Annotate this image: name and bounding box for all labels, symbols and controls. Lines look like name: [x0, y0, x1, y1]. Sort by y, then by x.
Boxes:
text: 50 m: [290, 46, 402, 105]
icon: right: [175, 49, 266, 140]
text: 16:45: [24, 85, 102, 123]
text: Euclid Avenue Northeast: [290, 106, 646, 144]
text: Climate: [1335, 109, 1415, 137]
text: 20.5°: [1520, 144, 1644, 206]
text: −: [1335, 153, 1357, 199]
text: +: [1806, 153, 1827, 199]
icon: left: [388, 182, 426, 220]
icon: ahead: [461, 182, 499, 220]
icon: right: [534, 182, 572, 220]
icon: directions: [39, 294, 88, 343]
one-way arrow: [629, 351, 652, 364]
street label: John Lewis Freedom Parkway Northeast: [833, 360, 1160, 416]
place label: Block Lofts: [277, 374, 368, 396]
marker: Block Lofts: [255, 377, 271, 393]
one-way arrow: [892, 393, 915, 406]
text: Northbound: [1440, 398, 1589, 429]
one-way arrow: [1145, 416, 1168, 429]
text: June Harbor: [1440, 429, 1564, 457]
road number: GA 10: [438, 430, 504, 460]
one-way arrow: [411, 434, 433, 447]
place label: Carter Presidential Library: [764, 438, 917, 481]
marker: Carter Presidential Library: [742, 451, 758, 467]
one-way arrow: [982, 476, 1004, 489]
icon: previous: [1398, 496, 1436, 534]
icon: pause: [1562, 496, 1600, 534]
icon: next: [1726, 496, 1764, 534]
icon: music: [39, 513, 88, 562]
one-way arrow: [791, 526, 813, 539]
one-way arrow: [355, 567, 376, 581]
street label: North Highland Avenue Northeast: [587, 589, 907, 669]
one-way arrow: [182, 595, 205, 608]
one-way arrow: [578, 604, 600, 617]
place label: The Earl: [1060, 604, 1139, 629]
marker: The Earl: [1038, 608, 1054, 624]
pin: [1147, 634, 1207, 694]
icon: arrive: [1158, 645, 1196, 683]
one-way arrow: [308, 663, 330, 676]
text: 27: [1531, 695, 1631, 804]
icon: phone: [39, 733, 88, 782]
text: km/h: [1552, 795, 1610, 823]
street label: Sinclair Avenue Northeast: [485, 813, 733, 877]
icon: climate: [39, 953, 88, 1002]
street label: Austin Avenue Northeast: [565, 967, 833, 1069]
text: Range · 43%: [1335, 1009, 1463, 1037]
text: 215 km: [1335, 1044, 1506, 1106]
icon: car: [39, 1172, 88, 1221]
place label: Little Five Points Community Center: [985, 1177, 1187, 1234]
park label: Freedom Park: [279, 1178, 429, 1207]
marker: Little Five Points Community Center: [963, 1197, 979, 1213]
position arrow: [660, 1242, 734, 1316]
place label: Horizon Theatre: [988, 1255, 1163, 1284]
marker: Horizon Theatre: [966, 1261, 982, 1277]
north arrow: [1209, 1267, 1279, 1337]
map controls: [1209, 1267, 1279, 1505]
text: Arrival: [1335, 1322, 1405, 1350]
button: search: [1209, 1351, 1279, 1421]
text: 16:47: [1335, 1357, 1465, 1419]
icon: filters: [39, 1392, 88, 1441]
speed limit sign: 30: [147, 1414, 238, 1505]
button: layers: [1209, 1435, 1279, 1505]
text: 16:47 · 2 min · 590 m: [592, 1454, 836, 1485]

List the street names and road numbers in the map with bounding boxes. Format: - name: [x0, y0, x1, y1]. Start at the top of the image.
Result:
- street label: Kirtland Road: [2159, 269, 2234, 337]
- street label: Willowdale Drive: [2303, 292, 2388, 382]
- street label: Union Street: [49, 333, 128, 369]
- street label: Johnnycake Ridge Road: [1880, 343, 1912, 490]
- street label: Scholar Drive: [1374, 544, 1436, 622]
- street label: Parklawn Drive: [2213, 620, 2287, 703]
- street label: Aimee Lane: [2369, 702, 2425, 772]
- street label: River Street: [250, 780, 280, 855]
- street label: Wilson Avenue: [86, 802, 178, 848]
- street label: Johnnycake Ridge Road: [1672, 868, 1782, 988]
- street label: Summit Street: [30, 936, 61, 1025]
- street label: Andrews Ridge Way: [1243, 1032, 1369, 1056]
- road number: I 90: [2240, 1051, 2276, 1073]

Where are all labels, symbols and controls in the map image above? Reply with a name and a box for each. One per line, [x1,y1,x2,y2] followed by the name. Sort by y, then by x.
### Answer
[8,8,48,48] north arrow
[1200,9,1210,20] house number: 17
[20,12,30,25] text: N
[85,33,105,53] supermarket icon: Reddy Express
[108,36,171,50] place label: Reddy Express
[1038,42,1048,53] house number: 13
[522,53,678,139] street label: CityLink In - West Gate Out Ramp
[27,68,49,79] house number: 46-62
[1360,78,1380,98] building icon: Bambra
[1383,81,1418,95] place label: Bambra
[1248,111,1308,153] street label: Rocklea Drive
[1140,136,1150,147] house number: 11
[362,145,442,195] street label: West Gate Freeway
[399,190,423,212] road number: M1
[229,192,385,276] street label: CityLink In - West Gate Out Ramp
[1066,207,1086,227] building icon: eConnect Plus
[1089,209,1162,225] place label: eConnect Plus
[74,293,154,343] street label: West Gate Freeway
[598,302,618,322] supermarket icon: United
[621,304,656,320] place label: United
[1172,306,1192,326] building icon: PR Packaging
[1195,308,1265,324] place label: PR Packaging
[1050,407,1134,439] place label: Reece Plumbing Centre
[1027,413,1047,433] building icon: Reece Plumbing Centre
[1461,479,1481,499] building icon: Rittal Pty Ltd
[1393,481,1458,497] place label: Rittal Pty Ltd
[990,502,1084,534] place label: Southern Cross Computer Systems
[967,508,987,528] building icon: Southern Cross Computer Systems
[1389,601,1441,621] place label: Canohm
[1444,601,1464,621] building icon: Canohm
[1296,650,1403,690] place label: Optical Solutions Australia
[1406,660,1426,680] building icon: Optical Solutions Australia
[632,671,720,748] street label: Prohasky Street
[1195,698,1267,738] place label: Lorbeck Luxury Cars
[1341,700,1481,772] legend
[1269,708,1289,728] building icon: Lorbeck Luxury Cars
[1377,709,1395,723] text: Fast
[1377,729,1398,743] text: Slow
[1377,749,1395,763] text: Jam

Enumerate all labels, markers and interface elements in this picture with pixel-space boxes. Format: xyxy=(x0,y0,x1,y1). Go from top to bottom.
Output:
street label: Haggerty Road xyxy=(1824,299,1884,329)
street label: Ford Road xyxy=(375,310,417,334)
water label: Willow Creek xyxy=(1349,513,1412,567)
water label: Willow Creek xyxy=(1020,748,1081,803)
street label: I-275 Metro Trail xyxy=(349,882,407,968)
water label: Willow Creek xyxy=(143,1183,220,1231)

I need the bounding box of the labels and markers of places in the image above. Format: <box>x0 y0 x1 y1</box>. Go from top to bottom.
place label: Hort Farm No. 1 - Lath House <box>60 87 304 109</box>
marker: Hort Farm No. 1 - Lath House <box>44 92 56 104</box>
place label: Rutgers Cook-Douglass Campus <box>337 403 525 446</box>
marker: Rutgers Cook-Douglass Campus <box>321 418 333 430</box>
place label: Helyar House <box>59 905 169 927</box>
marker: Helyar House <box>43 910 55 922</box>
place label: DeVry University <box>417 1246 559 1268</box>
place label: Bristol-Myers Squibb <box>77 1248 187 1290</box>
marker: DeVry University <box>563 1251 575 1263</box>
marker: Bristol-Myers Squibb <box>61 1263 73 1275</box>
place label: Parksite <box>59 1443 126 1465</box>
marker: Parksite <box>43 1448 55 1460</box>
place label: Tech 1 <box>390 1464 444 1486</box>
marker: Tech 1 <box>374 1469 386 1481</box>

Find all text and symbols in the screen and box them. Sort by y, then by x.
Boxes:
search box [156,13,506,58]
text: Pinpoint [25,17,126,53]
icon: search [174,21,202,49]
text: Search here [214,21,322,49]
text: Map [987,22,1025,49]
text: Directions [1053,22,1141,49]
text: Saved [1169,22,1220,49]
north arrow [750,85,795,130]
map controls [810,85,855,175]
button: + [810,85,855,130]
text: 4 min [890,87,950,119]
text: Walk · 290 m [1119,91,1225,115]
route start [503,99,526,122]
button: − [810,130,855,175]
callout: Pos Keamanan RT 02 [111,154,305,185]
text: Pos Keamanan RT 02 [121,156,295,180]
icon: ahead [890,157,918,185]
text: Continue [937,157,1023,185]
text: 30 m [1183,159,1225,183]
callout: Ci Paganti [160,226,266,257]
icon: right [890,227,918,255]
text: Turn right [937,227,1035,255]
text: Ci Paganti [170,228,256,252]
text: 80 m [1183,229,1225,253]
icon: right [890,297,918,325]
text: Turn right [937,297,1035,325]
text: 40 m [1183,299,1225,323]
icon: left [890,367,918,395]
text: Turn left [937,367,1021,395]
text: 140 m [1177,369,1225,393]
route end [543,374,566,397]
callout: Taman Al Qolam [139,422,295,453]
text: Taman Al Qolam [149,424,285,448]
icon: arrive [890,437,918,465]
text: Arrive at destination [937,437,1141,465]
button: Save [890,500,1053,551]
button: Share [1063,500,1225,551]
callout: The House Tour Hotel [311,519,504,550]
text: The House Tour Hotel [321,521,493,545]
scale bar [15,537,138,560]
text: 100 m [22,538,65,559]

━━━━━━

→ Task:
Show all lines above holding the word "right".

→ Exercise solution:
icon: right: [175, 49, 266, 140]
icon: right: [534, 182, 572, 220]
icon: right [890,227,918,255]
text: Turn right [937,227,1035,255]
icon: right [890,297,918,325]
text: Turn right [937,297,1035,325]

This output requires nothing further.